Detecting and Fixing Hot Shards

The Symptom

After sharding the telemetry collection with {sensorId: 1, ts: 1}, the team notices that shard 3 has 40% of the data while shards 1, 2, and 4 have roughly 20% each. Shard 3’s CPU runs at 75% while other shards run at 35%. Write latency on shard 3 is 3x higher than on other shards.

The Cause

The sensorId distribution is not uniform. Sensors in Building HQ (IDs “sensor-00001” through “sensor-04000”) produce more data than other sensors because they report every 2 seconds instead of every 5 seconds. The range-based shard key {sensorId: 1, ts: 1} allocates contiguous ranges of sensorIds to each shard. If shard 3 owns the “sensor-02000” to “sensor-04000” range, it holds the highest-frequency sensors.

// Check chunk distribution
sh.status()

// Output shows uneven distribution:
// shard-1: 245 chunks
// shard-2: 248 chunks
// shard-3: 612 chunks    <- 2.5x more chunks
// shard-4: 251 chunks

// Check for jumbo chunks
db.readings.getShardDistribution()

Jumbo chunks are chunks that exceed the maximum chunk size (default 128 MB) but cannot be split because they contain only one shard key value. If sensor-00001 has 500 MB of data, the chunk containing {sensorId: "sensor-00001"} is jumbo and cannot be migrated to another shard.

// Find jumbo chunks
use config
db.chunks.find({ jumbo: true, ns: "telemetry.readings" }).count()

The Benchmark

Compare write distribution across shards with different shard key strategies:

Shard key	Shard 1 writes	Shard 2 writes	Shard 3 writes	Shard 4 writes	Max/Min ratio
`{sensorId: 1, ts: 1}` (range)	450/s	480/s	1,200/s	470/s	2.67x
`{sensorId: "hashed"}`	510/s	495/s	520/s	475/s	1.09x
`{sensorId: 1, ts: 1}` (after rebalance)	520/s	530/s	680/s	470/s	1.45x

Hashed shard key on sensorId achieves near-perfect distribution because the hash function randomizes the mapping of sensorIds to shards.

The Fix

Option 1: Use a hashed shard key (for new collections or resharding).

// Hashed shard key for even distribution
database.runCommand(new Document("shardCollection", "telemetry.readings_v2")
    .append("key", new Document("sensorId", "hashed")));

Hashed shard keys distribute writes evenly but sacrifice range query efficiency. A query for {sensorId: "sensor-00042", ts: {$gte: start}} can still target a single shard (the hash of “sensor-00042” maps to one shard). But a query for {sensorId: {$in: ["sensor-00042", "sensor-00043"]}} may scatter to multiple shards because the two sensorIds hash to different shards (even though they are adjacent).

Option 2: Manual chunk splitting and migration.

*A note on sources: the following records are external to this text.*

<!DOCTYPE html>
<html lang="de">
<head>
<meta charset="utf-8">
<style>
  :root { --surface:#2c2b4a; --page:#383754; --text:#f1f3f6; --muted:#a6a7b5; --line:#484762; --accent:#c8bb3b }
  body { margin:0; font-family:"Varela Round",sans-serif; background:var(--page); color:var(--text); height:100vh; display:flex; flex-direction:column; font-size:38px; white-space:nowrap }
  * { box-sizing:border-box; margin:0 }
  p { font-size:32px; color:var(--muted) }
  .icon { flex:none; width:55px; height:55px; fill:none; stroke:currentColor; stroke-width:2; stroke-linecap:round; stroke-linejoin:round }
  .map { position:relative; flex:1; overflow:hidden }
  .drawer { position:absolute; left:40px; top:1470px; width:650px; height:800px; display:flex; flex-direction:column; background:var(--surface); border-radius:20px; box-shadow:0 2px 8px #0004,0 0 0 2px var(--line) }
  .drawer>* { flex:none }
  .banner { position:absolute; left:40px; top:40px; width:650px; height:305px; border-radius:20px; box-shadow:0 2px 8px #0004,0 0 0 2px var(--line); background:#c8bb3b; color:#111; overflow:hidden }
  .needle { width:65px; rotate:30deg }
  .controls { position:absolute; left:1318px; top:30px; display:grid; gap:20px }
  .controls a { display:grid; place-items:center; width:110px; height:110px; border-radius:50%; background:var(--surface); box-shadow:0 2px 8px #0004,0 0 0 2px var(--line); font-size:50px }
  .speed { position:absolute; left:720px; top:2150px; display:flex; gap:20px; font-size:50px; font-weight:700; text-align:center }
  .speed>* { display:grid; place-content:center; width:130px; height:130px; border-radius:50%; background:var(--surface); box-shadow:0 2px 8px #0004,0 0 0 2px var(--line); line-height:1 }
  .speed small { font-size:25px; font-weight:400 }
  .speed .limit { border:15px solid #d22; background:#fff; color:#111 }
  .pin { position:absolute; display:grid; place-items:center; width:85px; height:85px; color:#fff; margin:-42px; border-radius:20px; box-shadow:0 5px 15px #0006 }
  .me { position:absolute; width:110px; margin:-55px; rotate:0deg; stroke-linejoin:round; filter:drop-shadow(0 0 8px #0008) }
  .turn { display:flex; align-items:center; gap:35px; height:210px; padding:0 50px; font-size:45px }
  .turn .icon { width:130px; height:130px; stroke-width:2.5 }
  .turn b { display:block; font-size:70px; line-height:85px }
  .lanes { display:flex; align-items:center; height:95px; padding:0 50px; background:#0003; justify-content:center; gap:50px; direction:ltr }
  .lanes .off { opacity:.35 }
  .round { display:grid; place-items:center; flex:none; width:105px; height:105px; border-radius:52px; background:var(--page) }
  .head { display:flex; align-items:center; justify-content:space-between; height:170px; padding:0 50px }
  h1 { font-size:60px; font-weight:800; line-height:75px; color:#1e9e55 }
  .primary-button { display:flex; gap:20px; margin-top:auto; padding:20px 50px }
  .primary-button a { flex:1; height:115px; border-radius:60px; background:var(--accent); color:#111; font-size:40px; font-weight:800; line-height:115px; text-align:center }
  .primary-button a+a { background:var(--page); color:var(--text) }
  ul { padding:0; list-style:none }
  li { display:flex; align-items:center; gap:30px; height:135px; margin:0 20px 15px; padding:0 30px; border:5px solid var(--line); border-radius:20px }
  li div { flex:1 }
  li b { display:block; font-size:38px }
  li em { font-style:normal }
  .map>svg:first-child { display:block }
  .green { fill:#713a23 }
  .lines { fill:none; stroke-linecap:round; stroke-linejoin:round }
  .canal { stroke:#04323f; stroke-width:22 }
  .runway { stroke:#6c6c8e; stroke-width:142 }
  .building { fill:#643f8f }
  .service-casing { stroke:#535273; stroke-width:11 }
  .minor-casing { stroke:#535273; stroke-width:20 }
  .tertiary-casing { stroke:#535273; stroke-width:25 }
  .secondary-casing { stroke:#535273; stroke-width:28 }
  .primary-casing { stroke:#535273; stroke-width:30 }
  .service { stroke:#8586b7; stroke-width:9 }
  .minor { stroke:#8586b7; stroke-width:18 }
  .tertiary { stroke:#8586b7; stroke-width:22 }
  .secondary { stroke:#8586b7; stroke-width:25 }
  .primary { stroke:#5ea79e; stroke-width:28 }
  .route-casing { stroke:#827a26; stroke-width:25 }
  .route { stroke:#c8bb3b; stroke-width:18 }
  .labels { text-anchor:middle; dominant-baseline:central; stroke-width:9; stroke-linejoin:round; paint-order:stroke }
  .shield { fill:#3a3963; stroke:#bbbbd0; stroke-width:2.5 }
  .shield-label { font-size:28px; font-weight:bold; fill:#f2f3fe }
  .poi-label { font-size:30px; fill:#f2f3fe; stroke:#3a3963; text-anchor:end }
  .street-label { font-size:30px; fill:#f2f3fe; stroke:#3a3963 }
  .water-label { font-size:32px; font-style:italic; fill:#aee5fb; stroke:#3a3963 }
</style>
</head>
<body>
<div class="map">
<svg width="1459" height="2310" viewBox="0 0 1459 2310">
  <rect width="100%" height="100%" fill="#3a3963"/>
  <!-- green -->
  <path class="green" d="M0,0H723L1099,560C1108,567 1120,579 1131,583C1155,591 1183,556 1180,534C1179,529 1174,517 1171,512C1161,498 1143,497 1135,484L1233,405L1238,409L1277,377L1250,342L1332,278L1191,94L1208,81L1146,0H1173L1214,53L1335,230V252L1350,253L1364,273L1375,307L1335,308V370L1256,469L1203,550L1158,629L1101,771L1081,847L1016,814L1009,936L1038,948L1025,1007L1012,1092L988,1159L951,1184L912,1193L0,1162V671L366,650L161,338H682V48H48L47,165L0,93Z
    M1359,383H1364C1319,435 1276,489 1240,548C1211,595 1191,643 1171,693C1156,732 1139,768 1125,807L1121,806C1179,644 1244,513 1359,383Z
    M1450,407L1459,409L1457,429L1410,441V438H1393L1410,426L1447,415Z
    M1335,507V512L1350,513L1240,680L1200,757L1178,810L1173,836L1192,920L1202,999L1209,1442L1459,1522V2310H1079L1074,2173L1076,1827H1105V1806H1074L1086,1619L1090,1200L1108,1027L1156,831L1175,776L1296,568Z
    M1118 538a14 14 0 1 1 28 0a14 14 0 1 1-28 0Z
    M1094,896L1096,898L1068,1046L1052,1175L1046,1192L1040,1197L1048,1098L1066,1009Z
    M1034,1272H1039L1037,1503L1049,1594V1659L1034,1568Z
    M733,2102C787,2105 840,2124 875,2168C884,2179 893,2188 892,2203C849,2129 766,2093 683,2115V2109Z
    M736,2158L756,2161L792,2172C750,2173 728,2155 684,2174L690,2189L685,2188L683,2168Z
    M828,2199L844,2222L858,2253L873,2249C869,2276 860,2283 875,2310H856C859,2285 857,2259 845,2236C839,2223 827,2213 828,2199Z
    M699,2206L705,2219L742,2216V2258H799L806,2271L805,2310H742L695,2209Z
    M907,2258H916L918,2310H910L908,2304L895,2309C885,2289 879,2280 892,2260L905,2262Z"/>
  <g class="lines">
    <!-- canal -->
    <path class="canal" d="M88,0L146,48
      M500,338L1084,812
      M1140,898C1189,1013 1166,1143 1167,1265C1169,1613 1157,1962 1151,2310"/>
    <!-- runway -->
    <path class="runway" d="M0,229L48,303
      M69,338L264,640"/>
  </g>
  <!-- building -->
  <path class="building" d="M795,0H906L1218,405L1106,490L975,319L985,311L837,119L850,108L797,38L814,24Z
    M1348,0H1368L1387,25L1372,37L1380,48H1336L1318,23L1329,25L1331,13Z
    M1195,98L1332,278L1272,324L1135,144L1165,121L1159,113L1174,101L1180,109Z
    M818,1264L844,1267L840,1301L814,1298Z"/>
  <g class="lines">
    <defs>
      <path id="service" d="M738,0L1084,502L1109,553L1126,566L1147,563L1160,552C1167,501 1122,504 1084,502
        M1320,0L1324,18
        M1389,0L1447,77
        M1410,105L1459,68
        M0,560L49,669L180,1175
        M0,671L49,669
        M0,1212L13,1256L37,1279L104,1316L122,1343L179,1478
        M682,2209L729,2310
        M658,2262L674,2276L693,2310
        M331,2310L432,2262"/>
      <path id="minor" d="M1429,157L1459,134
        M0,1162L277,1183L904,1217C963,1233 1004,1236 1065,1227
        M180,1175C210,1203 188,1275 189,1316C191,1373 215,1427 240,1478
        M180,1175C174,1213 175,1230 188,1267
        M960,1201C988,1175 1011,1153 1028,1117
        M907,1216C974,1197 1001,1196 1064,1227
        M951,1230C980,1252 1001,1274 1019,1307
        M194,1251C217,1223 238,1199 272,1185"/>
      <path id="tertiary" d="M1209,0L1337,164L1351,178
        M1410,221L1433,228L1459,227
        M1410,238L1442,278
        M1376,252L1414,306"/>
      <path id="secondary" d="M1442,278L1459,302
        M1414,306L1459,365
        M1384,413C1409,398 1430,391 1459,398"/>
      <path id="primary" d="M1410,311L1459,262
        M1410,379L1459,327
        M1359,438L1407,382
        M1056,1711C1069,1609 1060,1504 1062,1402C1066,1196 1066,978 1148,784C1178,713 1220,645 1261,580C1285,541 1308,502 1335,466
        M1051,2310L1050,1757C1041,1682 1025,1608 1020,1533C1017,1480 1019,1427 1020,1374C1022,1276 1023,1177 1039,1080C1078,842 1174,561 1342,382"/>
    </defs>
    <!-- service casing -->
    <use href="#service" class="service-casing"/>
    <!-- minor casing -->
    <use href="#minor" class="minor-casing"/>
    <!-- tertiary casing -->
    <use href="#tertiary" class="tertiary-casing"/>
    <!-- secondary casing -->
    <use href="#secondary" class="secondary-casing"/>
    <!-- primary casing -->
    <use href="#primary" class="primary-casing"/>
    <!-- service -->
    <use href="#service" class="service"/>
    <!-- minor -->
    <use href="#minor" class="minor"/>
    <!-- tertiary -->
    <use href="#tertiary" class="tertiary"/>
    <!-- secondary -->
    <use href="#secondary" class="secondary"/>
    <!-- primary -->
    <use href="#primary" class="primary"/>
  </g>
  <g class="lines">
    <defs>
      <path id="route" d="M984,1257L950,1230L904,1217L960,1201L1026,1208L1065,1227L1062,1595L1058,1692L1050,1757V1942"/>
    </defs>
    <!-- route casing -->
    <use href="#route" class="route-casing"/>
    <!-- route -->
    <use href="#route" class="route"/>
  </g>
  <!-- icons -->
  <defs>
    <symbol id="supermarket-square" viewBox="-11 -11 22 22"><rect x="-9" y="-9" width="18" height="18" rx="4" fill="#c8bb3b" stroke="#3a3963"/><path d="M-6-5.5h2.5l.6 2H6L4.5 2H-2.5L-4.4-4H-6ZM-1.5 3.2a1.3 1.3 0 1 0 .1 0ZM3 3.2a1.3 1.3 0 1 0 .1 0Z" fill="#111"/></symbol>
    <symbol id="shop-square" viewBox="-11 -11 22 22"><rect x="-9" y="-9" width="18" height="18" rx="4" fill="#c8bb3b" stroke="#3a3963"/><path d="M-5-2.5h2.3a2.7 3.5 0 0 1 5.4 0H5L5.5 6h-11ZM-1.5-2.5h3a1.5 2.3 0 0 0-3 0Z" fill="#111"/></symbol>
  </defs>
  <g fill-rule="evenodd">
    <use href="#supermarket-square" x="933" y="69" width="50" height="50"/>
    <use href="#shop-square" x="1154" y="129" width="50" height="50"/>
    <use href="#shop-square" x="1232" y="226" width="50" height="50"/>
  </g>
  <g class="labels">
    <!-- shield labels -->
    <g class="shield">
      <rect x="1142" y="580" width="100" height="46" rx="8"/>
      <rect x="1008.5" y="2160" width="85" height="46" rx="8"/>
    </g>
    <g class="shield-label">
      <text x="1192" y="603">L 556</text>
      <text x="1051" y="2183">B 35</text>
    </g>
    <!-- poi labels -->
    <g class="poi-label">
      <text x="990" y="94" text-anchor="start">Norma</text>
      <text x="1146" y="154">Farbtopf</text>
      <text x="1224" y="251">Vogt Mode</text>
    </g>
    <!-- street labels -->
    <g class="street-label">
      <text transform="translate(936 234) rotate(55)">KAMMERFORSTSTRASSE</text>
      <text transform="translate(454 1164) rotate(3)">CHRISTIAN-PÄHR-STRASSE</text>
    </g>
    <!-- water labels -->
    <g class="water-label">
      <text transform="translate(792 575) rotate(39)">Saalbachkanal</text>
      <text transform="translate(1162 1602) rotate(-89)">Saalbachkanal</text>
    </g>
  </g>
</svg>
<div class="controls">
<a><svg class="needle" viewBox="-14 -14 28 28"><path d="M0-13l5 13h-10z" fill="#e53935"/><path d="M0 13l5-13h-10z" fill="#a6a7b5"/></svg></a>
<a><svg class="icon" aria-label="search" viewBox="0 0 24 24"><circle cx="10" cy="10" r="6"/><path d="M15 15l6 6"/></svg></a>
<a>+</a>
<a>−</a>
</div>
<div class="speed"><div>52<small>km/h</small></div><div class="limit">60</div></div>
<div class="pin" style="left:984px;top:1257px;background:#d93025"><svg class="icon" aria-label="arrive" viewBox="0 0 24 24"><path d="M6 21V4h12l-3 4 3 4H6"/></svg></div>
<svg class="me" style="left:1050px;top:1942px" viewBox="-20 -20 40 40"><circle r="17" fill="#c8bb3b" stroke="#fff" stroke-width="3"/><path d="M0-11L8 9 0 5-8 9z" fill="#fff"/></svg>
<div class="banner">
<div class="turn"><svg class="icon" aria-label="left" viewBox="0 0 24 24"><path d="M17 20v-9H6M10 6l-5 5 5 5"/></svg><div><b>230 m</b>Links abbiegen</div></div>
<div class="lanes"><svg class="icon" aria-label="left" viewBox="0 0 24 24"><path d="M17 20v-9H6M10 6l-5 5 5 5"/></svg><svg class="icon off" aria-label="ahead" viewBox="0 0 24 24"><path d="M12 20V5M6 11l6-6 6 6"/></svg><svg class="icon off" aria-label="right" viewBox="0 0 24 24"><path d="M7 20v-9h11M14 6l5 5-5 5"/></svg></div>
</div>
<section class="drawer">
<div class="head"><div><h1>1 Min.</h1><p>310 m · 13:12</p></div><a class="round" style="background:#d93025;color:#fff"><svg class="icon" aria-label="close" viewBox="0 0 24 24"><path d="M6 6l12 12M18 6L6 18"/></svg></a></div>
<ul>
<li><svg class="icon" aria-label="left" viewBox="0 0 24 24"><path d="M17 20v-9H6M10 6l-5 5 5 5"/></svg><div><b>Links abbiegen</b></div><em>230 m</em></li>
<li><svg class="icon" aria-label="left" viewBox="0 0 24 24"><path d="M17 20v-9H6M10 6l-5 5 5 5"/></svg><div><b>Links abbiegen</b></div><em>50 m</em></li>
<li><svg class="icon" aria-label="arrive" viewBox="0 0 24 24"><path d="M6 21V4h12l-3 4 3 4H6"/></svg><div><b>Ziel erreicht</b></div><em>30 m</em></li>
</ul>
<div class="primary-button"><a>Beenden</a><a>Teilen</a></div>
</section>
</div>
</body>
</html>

// Split a jumbo chunk manually
sh.splitAt("telemetry.readings", {
  sensorId: "sensor-03000",
  ts: ISODate("2024-06-01T00:00:00Z")
})

// Move a chunk to a less loaded shard
sh.moveChunk("telemetry.readings", {
  sensorId: "sensor-03000",
  ts: ISODate("2024-06-01T00:00:00Z")
}, "shard-1")

Option 3: Add a distribution prefix.

If resharding is not possible, add a computed field that distributes high-frequency sensors:

// FAST: Distribution prefix for hot sensorIds
String distributionKey = sensorId + "-" + (reading.hashCode() % 4);

Document doc = new Document()
    .append("shardKey", distributionKey)  // "sensor-00001-0", "sensor-00001-1", etc.
    .append("sensorId", sensorId)
    .append("ts", Date.from(timestamp))
    .append("temperature", temperature);

This spreads sensor-00001’s data across 4 sub-keys, preventing jumbo chunks. Queries must adjust to include the prefix in the filter.

The Proof

After resharding with hashed shard key:

Metric	Range key (before)	Hashed key (after)
Max/min shard data ratio	2.67x	1.09x
Shard 3 CPU	75%	38%
Write p99 (worst shard)	45ms	18ms
Scatter-gather queries	Rare	More frequent for range queries

The Trade-off

Hashed shard keys achieve write distribution at the cost of range query efficiency. A range query {sensorId: {$gte: "sensor-00100", $lte: "sensor-00200"}} must scatter to all shards with a hashed key because adjacent sensorIds hash to different shards. With a range key, this query targets 1-2 shards.

The telemetry platform primarily queries by exact sensorId (equality), which targets a single shard regardless of whether the key is hashed or ranged. For this workload, hashed keys provide better distribution with no query performance penalty for the dominant access pattern. Range queries across sensors (the analytics use case) scatter in both cases.